An array of aligned carbon nanotubes (CNTs) was incorporated across a polymer film to form a well-ordered nanoporous membrane structure. This membrane structure was confirmed by electron microscopy, anisotropic electrical conductivity, gas flow, and ionic transport studies. The measured nitrogen permeance was consistent with the flux calculated by Knudsen diffusion through nanometer-scale tubes of the observed microstructure. Data on Ru(NH3)63+ transport across the membrane in aqueous solution also indicated transport through aligned CNT cores of the observed microstructure. The lengths of the nanotubes within the polymer film were reduced by selective electrochemical oxidation, allowing for tunable pore lengths. Oxidative trimming processes resulted in carboxylate end groups that were readily functionalized at the entrance to each CNT inner core. Membranes with CNT tips that were functionalized with biotin showed a reduction in Ru(NH3)63+ flux by a factor of 15 when bound with streptavidin, thereby demonstrating the ability to gate molecular transport through CNT cores for potential applications in chemical separations and sensing.
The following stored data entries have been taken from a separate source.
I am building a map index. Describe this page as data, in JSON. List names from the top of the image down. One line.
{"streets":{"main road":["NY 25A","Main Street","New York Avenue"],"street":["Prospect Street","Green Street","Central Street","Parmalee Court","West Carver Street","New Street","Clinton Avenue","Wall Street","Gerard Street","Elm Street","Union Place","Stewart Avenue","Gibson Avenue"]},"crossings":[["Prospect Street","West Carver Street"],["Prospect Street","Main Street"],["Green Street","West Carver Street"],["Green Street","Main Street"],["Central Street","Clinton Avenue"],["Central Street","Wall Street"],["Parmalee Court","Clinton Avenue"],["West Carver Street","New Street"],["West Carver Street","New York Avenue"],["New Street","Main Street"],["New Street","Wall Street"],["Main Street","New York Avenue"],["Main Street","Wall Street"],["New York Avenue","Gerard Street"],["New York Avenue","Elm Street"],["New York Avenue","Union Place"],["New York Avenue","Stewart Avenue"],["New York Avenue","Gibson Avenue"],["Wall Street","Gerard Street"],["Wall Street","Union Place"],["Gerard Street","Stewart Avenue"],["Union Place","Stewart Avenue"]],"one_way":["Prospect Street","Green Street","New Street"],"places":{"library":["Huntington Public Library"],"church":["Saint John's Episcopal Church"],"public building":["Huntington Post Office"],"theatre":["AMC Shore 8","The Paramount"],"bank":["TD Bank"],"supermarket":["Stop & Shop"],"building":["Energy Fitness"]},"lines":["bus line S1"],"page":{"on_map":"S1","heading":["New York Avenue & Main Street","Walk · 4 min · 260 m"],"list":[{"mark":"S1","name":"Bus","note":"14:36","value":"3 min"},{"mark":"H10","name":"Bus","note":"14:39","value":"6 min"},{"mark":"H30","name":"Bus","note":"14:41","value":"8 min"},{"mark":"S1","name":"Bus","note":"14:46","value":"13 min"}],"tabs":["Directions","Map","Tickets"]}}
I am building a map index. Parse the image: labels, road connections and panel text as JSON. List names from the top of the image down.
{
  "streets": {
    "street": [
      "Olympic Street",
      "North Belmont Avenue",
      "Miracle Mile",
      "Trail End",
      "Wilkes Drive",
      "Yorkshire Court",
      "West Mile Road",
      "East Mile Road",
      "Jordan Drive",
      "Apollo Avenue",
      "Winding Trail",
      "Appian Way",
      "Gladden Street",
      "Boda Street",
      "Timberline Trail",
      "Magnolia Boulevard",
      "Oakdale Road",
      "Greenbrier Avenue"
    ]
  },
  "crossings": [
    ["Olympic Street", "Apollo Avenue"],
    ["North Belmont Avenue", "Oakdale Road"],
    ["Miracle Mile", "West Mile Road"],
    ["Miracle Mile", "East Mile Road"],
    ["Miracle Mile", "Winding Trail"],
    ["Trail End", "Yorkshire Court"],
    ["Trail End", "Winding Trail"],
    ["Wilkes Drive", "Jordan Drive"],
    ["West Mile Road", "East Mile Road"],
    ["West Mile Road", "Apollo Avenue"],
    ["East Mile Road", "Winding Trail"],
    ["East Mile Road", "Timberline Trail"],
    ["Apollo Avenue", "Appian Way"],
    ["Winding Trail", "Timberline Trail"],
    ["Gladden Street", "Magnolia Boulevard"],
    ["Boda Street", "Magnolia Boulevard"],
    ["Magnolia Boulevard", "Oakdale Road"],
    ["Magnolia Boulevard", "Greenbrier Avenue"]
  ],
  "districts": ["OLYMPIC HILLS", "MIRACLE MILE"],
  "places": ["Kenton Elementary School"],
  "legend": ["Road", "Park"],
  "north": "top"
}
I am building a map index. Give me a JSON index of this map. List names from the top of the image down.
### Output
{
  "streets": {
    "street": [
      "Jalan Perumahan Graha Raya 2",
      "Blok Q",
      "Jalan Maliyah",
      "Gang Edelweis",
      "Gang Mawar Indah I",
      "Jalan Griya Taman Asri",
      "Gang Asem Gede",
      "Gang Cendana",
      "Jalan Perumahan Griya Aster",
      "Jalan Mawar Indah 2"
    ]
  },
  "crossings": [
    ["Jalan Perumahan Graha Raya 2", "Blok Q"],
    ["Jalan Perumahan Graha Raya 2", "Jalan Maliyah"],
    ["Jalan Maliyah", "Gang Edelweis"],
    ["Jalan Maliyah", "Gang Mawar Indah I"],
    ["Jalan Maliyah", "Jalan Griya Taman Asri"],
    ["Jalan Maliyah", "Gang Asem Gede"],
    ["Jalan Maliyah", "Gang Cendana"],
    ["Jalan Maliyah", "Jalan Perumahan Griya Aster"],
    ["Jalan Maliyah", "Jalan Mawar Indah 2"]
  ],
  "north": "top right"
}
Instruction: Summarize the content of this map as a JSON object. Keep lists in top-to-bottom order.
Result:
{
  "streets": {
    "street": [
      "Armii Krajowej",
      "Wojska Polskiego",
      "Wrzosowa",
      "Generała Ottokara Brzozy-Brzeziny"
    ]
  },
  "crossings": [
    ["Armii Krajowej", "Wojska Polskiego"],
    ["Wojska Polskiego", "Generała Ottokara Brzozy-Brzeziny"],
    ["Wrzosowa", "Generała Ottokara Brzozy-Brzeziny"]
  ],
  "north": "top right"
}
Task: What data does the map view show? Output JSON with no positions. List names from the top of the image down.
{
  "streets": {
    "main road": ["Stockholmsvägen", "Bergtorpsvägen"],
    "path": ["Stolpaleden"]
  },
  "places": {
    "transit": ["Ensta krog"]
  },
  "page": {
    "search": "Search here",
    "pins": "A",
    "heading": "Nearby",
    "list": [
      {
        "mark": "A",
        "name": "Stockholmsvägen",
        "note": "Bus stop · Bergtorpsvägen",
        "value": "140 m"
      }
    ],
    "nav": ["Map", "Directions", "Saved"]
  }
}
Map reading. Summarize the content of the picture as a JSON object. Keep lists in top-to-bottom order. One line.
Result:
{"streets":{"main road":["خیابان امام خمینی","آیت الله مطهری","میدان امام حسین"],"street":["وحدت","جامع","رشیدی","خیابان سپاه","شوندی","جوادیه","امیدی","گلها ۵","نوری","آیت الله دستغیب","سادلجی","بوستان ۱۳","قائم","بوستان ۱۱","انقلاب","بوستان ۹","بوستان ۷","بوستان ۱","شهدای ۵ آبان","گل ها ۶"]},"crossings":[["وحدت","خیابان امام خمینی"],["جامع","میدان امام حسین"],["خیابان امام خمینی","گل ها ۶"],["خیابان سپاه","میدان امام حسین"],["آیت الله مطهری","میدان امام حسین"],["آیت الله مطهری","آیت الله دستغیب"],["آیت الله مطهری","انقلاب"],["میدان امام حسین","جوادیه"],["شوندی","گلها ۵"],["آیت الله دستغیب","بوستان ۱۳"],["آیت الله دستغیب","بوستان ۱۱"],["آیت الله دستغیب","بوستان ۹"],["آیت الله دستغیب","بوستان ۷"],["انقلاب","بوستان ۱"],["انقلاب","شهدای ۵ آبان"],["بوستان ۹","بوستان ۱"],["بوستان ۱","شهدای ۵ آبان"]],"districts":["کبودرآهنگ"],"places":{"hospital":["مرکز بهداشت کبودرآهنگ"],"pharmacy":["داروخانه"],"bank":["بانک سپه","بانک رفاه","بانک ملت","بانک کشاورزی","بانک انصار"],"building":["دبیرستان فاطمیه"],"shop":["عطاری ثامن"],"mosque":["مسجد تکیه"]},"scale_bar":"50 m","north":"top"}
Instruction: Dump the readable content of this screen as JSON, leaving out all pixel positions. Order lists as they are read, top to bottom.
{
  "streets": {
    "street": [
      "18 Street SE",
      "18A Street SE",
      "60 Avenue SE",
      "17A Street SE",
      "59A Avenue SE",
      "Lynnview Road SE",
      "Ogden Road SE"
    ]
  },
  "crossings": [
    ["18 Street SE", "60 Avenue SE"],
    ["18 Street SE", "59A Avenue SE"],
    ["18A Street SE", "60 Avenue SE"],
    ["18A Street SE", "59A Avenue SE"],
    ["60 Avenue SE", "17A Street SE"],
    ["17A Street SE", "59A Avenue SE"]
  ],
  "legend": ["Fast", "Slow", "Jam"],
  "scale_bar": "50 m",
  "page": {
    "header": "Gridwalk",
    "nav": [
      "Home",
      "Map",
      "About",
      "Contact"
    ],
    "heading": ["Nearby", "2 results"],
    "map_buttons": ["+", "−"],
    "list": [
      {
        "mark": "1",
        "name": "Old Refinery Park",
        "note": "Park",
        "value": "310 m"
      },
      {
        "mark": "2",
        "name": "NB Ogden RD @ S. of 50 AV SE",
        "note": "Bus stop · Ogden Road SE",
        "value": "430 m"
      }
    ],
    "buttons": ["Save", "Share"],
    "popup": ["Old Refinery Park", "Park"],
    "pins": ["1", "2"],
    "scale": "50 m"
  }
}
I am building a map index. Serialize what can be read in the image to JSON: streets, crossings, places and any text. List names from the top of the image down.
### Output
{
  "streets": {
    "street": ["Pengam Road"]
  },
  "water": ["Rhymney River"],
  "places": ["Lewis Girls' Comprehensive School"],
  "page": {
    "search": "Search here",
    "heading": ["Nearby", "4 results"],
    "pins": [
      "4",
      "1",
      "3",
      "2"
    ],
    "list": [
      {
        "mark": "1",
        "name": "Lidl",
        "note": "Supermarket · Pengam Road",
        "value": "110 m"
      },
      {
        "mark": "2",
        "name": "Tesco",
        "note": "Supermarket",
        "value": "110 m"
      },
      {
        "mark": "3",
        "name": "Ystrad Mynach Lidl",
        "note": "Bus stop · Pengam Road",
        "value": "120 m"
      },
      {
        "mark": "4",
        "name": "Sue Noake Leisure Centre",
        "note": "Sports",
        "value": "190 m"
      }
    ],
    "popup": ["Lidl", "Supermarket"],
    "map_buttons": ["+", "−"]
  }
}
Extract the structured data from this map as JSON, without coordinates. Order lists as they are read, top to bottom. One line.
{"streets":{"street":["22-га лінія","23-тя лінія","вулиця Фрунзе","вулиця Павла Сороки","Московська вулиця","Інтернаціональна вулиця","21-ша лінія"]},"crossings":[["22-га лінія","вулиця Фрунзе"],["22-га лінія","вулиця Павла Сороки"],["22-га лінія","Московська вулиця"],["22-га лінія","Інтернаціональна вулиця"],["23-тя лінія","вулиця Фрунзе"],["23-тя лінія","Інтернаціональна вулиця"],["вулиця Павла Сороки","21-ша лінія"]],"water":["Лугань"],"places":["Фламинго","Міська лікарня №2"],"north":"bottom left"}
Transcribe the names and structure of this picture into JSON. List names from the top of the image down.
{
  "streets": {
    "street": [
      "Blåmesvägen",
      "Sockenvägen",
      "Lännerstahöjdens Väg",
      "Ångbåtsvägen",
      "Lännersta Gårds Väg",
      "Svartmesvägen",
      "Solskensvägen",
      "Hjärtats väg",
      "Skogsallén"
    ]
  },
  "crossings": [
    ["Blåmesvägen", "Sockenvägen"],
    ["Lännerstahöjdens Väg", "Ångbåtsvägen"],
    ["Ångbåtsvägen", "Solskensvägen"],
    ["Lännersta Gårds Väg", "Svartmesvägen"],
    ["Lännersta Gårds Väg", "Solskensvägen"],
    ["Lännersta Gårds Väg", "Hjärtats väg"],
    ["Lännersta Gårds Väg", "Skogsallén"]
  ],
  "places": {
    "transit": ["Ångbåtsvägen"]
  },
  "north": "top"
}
Advances in nanoporous membrane design with improvements in both chemical selectivity and high flux can directly benefit the fields of chemical separations, drug delivery, and wastewater remediation. Matching of pore size to that of the target molecules is critical to further advancement, because it will allow molecular sieving and forced interactions with chemically selective molecules bound to the pore. This is a particularly difficult challenge in the 1- to 10-nm size range. Numerous approaches are being investigated, including functionalized polymer affinity membranes (1), block copolymers (2), and mesoporous macromolecular architectures (3). Nanometer-scale control of pore geometry and demonstration of molecular separations have been achieved through the plating of nanoporous polycarbonate ion track-etch (4) and ordered alumina (5, 6) membranes with initial pore dimensions of ∼20 to 50 nm. A major challenge to improving the selectivities of pore-plated membranes is minimizing the variations in initial alumina pore diameters, because the resultant diameter is the difference between the plating thickness and the initial pore diameter. Thus, it is beneficial to start with a membrane structure that has an initial pore diameter near that of the target molecule diameter with small dispersion.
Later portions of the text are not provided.